Helen of Troy

Helen of Troy

When Zeus, the most powerful god in Greek mythology, asks you to become a beauty-contest judge, you do it.

It wasn’t going to end well for anyone who took on the job. And Paris, being a naive young low-level worker in the agricultural business, did what he was told. His job was to decide which of the three goddesses was the most beautiful.

Well, would you want the job?

Think about it. If you take the job you’re guaranteed two unhappy losers. And prickly goddesses are not the sort of thing you want cluttering up your life.

Aphrodite, the goddess of sexual love and beauty, wins the contest, and the other two, Hera and Athena, plot to get even.

Paris chooses Aphrodite’s offers to help him get Helen, daughter of the King of Sparta and the most beautiful woman alive. What young Paris doesn’t know yet is that Helen is grumpy and demanding. He will find out soon enough.

For now, Aphrodite has Paris’s back. He is blinded by love for Helen and imagines nights of erotic bliss. Excitingly, he’s just discovered new seductive skills and has no trouble luring Helen away to Troy with his smooth-tongued pick-up lines.  

PARIS: “Let’s go to my place.”

HELEN: “I suppose so.”

Helen’s husband, the King of Sparta, doesn’t miss his trophy wife much. Anyway, that endless babble was getting on his nerves. Always there are complaints about the clothes, the food, the temperature of her bathtub, and which direction her window faces today. Nothing is good enough for Helen. Her husband is grateful to Paris for taking her off his hands, but he can’t say that aloud.

On the other hand, to do nothing wouldn’t look good. So he does what any Spartan does he declares war. True to character, the manly bronze-age Greeks set off to Troy to get Helen back.

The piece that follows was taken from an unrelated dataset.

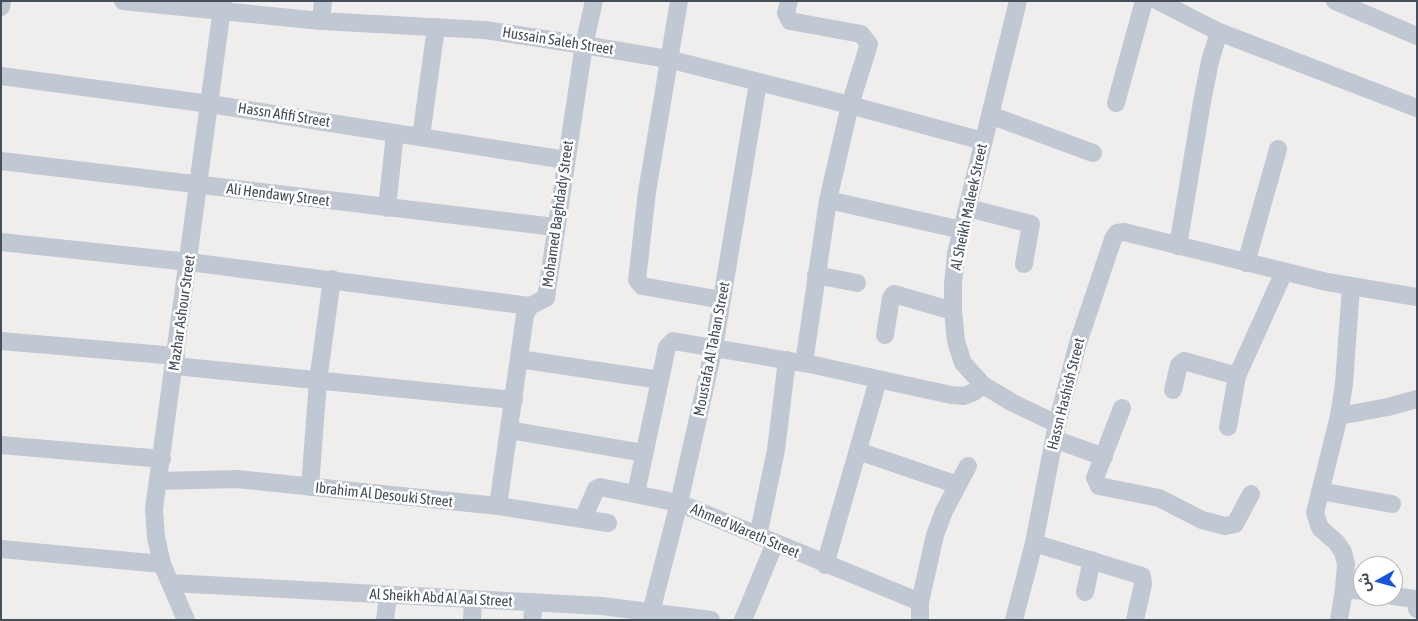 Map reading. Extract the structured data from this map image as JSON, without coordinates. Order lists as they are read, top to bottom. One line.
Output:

But the war drags on and after ten years of laying siege to Troy, the Greek army is having second thoughts about getting Helen back. Most had forgotten who Helen was and now rumors had spread of her constant grumpiness and appetite.

But the Greeks had valiantly tried hard to get into the city.

Some brainy Greeks had the idea to send in a wooden horse filled with soldiers. But the catering core had plans of their own. There would be no Trojan Horse but a Trojan Pie. No one would guess it was a trick. Everyone thought this was a brainwave, which it was. The Trojans couldn’t resist a good pie.

The Trojans feasted upon the crusty comestible for weeks. But the Greeks made the critical error of not putting in the rescue party. They had been so excited and distracted by their new invention of phyllo crust.

Odysseus through a heroic act of bravery disguised himself as a Trojan, got himself into the city, and found Helen. She was a bundle of irritation about her father, Paris, who didn’t meet expectations, and now she got personal about Odysseus’s appearance. Odysseus beat a hasty retreat. She was better off where she was. The Greeks packed up and went home.

Paris learned his lesson that looks aren’t everything.